One of the discoveries of Thank Goodness for Cake was that John Pudney was at school with Auden. He was two years older and fell in love with Pudney in his final term at Gresham’s in a very decorous manner “We still addressed each other by our surnames”. Pudney was awed by this older boy and as they were in separate houses their contact was limited to ‘long rambling walks’ which Pudney found magical. “Wystan did not talk like a boy. He spoke a language which was mature, worldly, intellectually challenging”. They discussed poetry and Auden showed Pudney the poems which would be published by Faber although Pudney was too admiring to be able to offer much criticism whereas Auden was very critical of Pudney’s efforts. Later Auden wrote to him
“Never write from your head, write from your cock. Don’t force yourself mentally. Unless the original impulse comes from the guts and gives you a nice warm feeling up the spine, it is cerebral and bogus… Much poetry today is of this kind, emotional frigging.”

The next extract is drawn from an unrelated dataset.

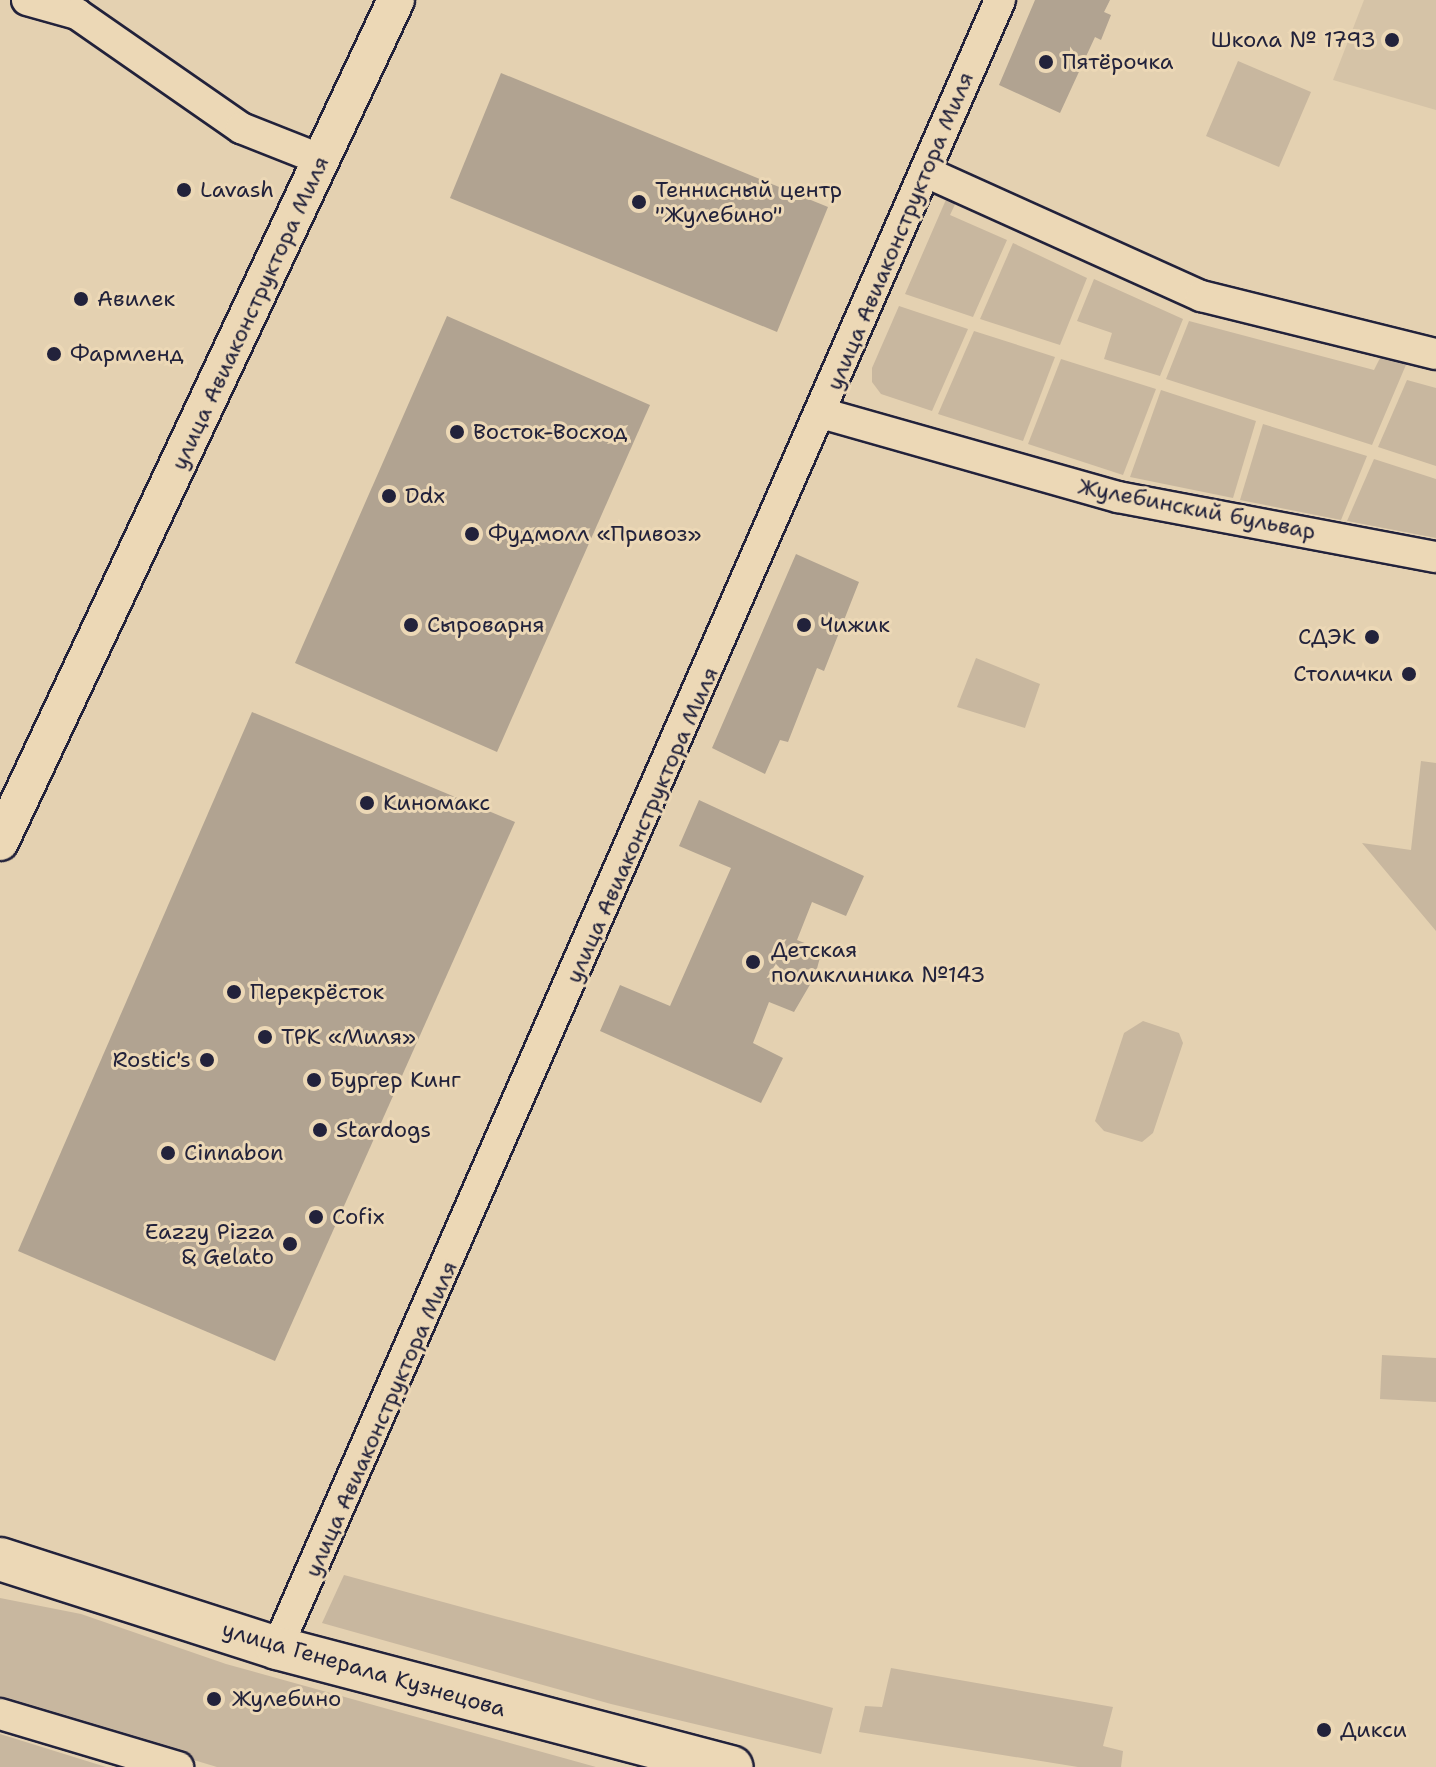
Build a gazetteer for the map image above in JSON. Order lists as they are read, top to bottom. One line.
{"streets":{"main road":["улица Генерала Кузнецова"],"street":["улица Авиаконструктора Миля","Жулебинский бульвар"]},"crossings":[["улица Авиаконструктора Миля","Жулебинский бульвар"],["улица Авиаконструктора Миля","улица Генерала Кузнецова"]],"places":["Школа № 1793","Пятёрочка","Lavash","Теннисный центр \"Жулебино\"","Авилек","Фармленд","Восток-Восход","Ddx","Фудмолл «Привоз»","Сыроварня","Чижик","СДЭК","Столички","Киномакс","Детская поликлиника №143","Перекрёсток","ТРК «Миля»","Rostic's","Бургер Кинг","Stardogs","Cinnabon","Cofix","Eazzy Pizza & Gelato","Жулебино","Дикси"]}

Of Auden’s Poems, which were published by Faber in 1930 Pudney says
“The volume itself made a greater impact on me than any work before or since. The tattered thumbed text is still treasured, not only for itself, but as a symbol of some magic, bright, quick, hard which illuminated the autumn sky in my twenty-first year” TGFC p52
Pudney continues “The following year, Auden himself made a very different impact. He was staying in London and wrote me a note asking for my photograph”. Pudney realises this was to see if he’d grown up pretty as he had been at school. He had and so Auden visits him but “When he came round, there were no concessions to love. It was just meat he was after.”
Pudney gave Auden more of his poems to read and Auden writes to him
18th September 1932
My dear John,
I’ve read your poems through a number of times. They’re no use. They’re very much better than what two or three thousand young Englishmen with literary interests are doing; any living writer under forty who is any good has written the same sort of thing, but in themselves they are quite worthless. Don’t think I despise you for writing them; your ego has got to shed its droppings just as your intestines have to; but they’ve exactly the same hygienic value and no more. They’re droppings and not babies. Don’t ask me what you’re to do because I havent the slightest idea. What I feel inclined to say is, chuck all this literary business. Go and do something useful like digging roads or organising strikes. Forget about yourself, learn to say ‘I’m very ordinary’ and one day perhaps it will come back to you. He who loses his life shall find it. The literatteur is as useless to society as a collar stud to a nude woman.
If I can ever help you in any way let me know.
Love
Wystan Auden
I think I’d have given up writing poems at this point but Pudney perseveres and his first collection, Spring Encounter published in 1933.